Bölge Adliye Mahkemesinin yukarıda belirtilen kararına karşı süresi içinde davalı vekili temyiz isteminde bulunulmuştur.

B. Temyiz Sebepleri

Davalı vekili temyiz dilekçesinde; davanın açılmasına sebebiyet vermeyen davalı aleyhine yargılama gideri ve vekâlet ücretine hükmedilmesinin hatalı olduğunu ileri sürerek aleyhe hükmedilen yargılama giderleri ve vekâlet ücreti yönlerinden kararın bozulmasını talep etmiştir.

C. Gerekçe

1. Uyuşmazlık ve Hukuki Nitelendirme

Uyuşmazlık, davalının davanın açılmasına sebebiyet verip vermediği ve vekâlet ücreti ile yargılama giderlerinden sorumlu olup olmadığı noktasında toplanmaktadır.

2. İlgili Hukuk

6100 sayılı Hukuk Muhakemeleri Kanunu’nun (6100 sayılı Kanun) 323 üncü ve 326 ncı, 344 üncü, 353 üncü, 355 inci maddesi, 369 uncu maddesinin birinci fıkrası ile 370 ve 371 inci maddeleri.
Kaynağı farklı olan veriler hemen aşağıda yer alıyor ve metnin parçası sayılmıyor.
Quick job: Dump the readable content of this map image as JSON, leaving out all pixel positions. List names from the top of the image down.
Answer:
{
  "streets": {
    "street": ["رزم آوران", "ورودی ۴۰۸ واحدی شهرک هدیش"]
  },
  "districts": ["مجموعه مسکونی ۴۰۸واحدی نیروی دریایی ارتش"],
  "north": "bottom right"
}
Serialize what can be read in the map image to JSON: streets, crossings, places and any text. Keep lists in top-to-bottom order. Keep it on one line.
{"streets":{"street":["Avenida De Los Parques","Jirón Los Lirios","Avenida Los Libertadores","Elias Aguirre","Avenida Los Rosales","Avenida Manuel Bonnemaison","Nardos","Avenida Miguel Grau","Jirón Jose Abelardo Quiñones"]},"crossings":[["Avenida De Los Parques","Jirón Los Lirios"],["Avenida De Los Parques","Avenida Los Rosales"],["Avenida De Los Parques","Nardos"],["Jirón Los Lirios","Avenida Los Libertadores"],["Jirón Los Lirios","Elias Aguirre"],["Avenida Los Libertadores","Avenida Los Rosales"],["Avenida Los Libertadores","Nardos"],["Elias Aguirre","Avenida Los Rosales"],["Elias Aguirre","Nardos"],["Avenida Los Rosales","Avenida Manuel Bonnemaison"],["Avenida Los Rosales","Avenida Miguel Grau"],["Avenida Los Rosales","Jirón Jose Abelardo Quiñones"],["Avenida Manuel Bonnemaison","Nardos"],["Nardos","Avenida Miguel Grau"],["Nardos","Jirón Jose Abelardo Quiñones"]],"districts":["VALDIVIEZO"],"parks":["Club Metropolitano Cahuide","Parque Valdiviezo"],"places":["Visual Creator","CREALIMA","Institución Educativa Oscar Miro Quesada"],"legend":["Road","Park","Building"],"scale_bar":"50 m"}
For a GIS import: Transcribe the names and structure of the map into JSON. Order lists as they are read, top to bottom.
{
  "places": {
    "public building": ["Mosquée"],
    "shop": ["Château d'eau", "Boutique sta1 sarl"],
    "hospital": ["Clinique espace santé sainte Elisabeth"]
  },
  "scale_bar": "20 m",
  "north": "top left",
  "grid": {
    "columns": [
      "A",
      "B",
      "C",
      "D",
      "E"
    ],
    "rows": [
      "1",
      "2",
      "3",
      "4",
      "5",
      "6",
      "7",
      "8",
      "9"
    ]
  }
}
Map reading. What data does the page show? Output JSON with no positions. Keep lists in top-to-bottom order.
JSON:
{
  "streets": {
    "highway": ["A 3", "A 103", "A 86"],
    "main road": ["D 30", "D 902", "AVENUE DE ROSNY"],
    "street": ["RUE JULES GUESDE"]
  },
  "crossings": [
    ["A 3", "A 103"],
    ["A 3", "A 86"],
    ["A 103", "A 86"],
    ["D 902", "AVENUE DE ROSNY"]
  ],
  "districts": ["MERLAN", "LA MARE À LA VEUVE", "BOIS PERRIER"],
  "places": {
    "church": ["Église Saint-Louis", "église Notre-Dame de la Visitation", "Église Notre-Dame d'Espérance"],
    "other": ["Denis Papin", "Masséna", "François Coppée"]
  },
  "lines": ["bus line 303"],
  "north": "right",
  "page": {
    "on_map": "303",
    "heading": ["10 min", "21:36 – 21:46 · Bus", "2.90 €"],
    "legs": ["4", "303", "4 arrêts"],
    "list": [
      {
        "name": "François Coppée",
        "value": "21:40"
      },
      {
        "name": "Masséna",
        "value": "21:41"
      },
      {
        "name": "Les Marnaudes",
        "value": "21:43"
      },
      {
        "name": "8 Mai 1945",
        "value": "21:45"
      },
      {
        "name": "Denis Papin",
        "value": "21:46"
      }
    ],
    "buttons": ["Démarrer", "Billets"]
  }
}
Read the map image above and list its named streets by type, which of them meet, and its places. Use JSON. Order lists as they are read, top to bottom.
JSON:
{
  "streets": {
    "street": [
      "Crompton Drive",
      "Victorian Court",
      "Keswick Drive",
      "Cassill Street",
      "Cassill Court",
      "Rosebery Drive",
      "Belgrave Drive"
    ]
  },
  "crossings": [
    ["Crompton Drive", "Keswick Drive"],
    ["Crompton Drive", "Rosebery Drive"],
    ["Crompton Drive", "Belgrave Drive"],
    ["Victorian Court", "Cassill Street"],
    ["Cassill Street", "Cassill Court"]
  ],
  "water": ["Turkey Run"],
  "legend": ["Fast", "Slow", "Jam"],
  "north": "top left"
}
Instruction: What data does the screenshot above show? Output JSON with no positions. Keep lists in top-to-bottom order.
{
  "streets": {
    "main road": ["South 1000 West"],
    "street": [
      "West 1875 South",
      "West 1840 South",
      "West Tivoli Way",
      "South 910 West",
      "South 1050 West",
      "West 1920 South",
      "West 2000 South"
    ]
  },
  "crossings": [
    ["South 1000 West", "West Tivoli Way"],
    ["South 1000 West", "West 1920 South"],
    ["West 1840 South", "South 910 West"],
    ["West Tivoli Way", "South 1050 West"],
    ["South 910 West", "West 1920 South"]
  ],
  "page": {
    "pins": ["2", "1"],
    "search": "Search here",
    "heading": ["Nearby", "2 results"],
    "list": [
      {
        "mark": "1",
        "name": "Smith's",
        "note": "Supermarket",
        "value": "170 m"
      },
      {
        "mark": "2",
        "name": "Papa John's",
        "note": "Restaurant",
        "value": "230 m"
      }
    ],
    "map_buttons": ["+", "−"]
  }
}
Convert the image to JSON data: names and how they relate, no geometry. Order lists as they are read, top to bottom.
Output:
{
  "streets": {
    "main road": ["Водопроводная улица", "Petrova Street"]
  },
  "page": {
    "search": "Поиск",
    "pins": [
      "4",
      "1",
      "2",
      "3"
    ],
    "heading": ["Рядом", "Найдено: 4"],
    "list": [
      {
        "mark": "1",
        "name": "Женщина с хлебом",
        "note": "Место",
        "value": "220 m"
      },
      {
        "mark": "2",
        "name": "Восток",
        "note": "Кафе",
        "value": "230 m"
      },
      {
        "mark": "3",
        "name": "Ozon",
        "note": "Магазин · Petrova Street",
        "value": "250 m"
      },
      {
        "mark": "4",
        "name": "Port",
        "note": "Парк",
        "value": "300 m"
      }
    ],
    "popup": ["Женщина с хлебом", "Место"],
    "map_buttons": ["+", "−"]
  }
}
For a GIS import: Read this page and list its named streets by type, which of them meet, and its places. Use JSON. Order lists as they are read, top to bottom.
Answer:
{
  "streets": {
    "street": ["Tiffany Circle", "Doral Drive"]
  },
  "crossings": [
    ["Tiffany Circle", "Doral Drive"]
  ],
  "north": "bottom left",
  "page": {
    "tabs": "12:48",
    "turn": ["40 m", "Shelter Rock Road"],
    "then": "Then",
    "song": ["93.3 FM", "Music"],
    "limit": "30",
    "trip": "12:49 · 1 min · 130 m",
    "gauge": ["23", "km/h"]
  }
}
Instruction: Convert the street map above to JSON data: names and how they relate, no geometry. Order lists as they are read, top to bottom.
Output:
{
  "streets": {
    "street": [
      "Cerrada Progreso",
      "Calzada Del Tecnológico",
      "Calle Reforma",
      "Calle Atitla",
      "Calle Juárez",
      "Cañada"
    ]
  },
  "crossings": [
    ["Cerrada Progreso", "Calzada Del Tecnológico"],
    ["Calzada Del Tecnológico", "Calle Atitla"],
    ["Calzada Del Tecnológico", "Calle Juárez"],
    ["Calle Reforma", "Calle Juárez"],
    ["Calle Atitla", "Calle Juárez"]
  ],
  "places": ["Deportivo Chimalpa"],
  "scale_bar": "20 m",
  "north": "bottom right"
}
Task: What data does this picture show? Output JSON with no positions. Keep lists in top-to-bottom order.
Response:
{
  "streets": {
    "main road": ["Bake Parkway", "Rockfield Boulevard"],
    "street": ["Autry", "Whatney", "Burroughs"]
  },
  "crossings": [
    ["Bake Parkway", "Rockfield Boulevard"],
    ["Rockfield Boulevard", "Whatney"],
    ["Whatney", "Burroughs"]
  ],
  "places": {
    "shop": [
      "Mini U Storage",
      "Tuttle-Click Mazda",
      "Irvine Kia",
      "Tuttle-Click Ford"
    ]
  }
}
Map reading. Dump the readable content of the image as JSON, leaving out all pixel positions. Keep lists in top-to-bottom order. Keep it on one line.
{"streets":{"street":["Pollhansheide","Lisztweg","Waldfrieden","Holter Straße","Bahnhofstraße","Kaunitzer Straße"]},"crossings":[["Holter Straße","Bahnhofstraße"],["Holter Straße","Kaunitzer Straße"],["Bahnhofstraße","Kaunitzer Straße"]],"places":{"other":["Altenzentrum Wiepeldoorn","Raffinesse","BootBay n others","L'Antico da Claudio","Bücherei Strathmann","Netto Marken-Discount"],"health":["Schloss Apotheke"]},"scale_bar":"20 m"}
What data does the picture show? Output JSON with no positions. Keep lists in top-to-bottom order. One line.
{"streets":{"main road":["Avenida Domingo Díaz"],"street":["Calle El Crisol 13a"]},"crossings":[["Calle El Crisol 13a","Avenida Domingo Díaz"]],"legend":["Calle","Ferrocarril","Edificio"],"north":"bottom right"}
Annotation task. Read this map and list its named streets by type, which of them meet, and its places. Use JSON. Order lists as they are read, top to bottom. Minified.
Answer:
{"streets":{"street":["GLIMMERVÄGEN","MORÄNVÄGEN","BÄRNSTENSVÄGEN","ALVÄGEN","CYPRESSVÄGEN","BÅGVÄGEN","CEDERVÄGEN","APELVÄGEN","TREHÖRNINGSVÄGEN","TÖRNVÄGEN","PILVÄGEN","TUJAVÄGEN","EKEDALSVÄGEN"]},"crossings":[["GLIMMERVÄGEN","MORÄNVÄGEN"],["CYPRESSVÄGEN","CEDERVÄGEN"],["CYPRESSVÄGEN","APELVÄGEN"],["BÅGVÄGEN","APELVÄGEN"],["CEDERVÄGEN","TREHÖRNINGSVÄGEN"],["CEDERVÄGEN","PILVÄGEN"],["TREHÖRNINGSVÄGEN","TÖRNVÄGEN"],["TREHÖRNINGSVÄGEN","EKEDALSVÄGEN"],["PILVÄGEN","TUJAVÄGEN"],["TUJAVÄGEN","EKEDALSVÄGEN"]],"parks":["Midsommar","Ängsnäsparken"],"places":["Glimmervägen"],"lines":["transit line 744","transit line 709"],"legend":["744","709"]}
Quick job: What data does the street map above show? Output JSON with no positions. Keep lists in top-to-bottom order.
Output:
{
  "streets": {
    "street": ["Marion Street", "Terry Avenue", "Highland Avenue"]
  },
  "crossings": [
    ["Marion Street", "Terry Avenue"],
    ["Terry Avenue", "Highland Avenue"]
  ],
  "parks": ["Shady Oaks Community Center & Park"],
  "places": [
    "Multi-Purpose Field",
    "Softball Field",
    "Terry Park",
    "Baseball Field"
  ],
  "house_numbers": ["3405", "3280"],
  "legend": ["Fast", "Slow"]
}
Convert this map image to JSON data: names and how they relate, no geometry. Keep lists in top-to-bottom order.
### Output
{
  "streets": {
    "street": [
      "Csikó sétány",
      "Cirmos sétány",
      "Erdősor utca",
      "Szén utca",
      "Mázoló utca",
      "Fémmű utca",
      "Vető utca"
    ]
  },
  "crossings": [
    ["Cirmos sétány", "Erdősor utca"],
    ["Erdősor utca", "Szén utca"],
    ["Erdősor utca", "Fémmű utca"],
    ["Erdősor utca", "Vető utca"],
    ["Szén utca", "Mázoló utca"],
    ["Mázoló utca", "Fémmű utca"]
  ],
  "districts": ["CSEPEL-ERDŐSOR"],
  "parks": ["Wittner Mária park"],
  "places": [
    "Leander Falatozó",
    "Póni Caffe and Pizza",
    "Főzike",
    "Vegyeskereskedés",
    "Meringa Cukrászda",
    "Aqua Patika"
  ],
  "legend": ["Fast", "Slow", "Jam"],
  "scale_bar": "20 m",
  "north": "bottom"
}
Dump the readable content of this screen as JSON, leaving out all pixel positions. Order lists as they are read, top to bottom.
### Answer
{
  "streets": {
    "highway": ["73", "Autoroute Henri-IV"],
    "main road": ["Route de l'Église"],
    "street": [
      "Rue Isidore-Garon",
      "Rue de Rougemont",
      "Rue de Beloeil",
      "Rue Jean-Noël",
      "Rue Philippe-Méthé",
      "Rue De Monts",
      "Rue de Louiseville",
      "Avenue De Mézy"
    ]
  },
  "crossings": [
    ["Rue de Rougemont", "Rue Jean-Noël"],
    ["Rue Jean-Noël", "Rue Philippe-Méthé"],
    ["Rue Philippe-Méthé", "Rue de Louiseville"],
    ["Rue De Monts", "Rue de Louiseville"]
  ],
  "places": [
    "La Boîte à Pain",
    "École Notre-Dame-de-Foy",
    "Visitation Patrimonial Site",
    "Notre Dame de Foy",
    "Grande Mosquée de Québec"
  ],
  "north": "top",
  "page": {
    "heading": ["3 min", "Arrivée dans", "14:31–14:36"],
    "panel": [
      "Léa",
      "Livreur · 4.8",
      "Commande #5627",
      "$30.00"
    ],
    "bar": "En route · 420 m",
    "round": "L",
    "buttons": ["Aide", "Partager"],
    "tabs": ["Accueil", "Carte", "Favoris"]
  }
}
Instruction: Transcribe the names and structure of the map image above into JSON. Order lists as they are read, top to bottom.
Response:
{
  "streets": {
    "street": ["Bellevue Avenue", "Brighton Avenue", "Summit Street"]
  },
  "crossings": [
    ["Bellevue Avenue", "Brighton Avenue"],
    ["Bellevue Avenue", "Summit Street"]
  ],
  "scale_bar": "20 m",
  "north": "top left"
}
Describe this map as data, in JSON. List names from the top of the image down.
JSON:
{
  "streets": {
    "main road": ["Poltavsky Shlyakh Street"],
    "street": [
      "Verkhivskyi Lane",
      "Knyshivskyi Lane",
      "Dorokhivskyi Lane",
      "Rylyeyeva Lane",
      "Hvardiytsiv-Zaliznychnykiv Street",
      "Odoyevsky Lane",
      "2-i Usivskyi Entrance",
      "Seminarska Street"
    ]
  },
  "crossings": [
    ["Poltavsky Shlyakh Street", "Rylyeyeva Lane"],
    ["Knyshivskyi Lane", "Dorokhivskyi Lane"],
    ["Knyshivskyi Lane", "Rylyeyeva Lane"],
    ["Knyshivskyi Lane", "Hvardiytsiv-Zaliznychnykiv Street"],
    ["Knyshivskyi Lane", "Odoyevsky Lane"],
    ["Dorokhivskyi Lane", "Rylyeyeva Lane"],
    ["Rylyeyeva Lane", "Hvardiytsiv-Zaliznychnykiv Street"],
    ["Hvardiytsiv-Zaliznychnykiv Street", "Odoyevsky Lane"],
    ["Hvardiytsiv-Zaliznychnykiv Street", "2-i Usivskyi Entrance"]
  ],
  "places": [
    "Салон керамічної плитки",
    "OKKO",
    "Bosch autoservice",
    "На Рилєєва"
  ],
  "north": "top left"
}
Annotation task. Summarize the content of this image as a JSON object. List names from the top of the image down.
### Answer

Avukatlık Asgari Ücret Tarifesi ilgili maddeleri.

3. Değerlendirme

1.Bölge Adliye Mahkemelerinin nihai kararlarının bozulması 6100 sayılı Kanun'un 371 inci maddesinde yer alan sebeplerden birinin varlığı hâlinde mümkündür.

2.Temyizen incelenen karar, tarafların karşılıklı iddia ve savunmalarına, dayandıkları belgelere, uyuşmazlığa uygulanması gereken hukuk kuralları ile hukuki ilişkinin nitelendirilmesine, dava şartlarına, yargılama ve ispat kuralları ile kararda belirtilen gerekçelere göre usul ve kanuna uygun olup davalı vekili tarafından temyiz dilekçesinde ileri sürülen nedenler kararın bozulmasını gerektirecek nitelikte görülmemiştir.

VI. KARAR

Açıklanan sebeplerle;

Temyiz olunan Bölge Adliye Mahkemesi kararının 6100 sayılı Kanun'un 370 inci maddesinin birinci fıkrası uyarınca ONANMASINA,

Aşağıda yazılı temyiz giderinin temyiz edene yükletilmesine,

Dosyanın İlk Derece Mahkemesine, kararın bir örneğinin Bölge Adliye Mahkemesine gönderilmesine,21.05.2024 tarihinde oy birliğiyle karar verildi.